In 1963, Railway Modeller thought that 'the future holds much excitement in store.' In 1993, somebody noticed that the future had duly arrived, but it just wasn't very evenly distributed. Ten years later, there's still plenty of unevenness around and , as far as I can see, it's the unevenness that causes the fear and insecurity and makes a flight back to some airbrushed 1950s Eden of child-like innocence seem like an attractive option. The technology that was going to make everything more 'exciting, modern' and 'viable' has also helped to bring us from a society with a labour shortage to one where workplace efficiencies have translated, not into a world of shared leisure and prosperity, but into one of systemic job insecurity, depressed earnings, unemployment, or underemployment for the many and a greater concentration of wealth and control for a powerful few.
We've seen social mobility seizing up and going into reverse. We've had our share of a global economic crisis, orchestrated by an out-of-control, IT-enabled finance sector, a crisis that's been suspiciously congruent with a massive, well-organised, global transfer of wealth to already rich and powerful people (of the biological and corporate varieties) from almost everybody else. We've got Taylorised meatbots, living one efficiency-driven reorganisation away from unemployment, drudging away in automated workplace panopticons where the technology that promised to set them free monitors every second of every unproductive toilet break, telling themselves that they're lucky to have a job, so they can afford the latest shiny thing that make it all better, as produced by even more powerless disposable humandroids toiling in unspeakable conditions on the other side of the world.

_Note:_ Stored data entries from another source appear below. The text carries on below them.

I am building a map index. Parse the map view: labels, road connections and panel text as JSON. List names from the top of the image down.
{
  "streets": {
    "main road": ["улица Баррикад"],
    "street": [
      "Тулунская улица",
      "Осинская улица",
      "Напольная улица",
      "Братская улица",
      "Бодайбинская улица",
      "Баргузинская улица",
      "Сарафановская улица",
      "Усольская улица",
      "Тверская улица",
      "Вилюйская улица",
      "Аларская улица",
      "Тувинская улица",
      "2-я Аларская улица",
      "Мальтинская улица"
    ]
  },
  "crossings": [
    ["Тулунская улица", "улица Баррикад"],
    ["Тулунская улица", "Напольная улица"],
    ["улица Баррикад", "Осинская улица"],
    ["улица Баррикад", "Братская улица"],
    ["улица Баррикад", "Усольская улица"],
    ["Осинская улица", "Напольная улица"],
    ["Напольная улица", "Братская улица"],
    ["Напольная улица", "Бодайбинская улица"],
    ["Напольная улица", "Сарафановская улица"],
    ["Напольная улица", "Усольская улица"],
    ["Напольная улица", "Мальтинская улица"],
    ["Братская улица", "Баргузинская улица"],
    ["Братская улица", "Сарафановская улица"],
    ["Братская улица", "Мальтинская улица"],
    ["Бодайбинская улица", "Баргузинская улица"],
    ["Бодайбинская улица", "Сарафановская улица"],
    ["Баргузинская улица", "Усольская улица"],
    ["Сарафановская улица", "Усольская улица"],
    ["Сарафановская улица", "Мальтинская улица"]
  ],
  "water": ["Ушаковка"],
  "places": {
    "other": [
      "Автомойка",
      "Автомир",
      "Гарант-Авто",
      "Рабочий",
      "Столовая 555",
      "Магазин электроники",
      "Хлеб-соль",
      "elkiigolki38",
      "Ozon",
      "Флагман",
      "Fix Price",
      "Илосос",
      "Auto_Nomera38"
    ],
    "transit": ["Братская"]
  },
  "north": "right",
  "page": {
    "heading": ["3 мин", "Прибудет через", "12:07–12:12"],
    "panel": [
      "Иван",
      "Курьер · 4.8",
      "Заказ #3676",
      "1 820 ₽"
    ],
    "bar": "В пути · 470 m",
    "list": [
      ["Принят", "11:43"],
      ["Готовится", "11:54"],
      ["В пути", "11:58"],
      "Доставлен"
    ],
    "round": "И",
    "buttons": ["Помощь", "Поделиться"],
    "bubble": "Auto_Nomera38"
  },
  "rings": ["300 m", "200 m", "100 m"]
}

No wonder some people think modern life is rubbish. In fact, the technology itself is astounding and potentially liberating. It's the uneven distribution, the inequalities of power, the corrosive lie that There Is No Alternative that sucks. You can't un-invent technology, but you can make political choices about sharing out the gain and pain that comes from change. But you can't even start to think about rational political choices when you're stuck in an endless OCD loop of futile displacement activities, like scapegoating the powerless for the misdeeds of the powerful, or moralising about imagined individual moral failings, instead of addressing actual, systemic, institutional malfunctions.
*The aesthetic of escaping from the big, bad world into a smaller, friendlier childhood idyll, possibly including trains, isn't necessarily reactionary, so long as it doesn't come with a massive side-order of prejudice and hatred. After all, the nation's favourite cuddly left-wing uncle, Oliver Postgate, creator of the cooperative, egalitarian Clangers, was also responsible for the tiny train-centric world of Ivor the Engine.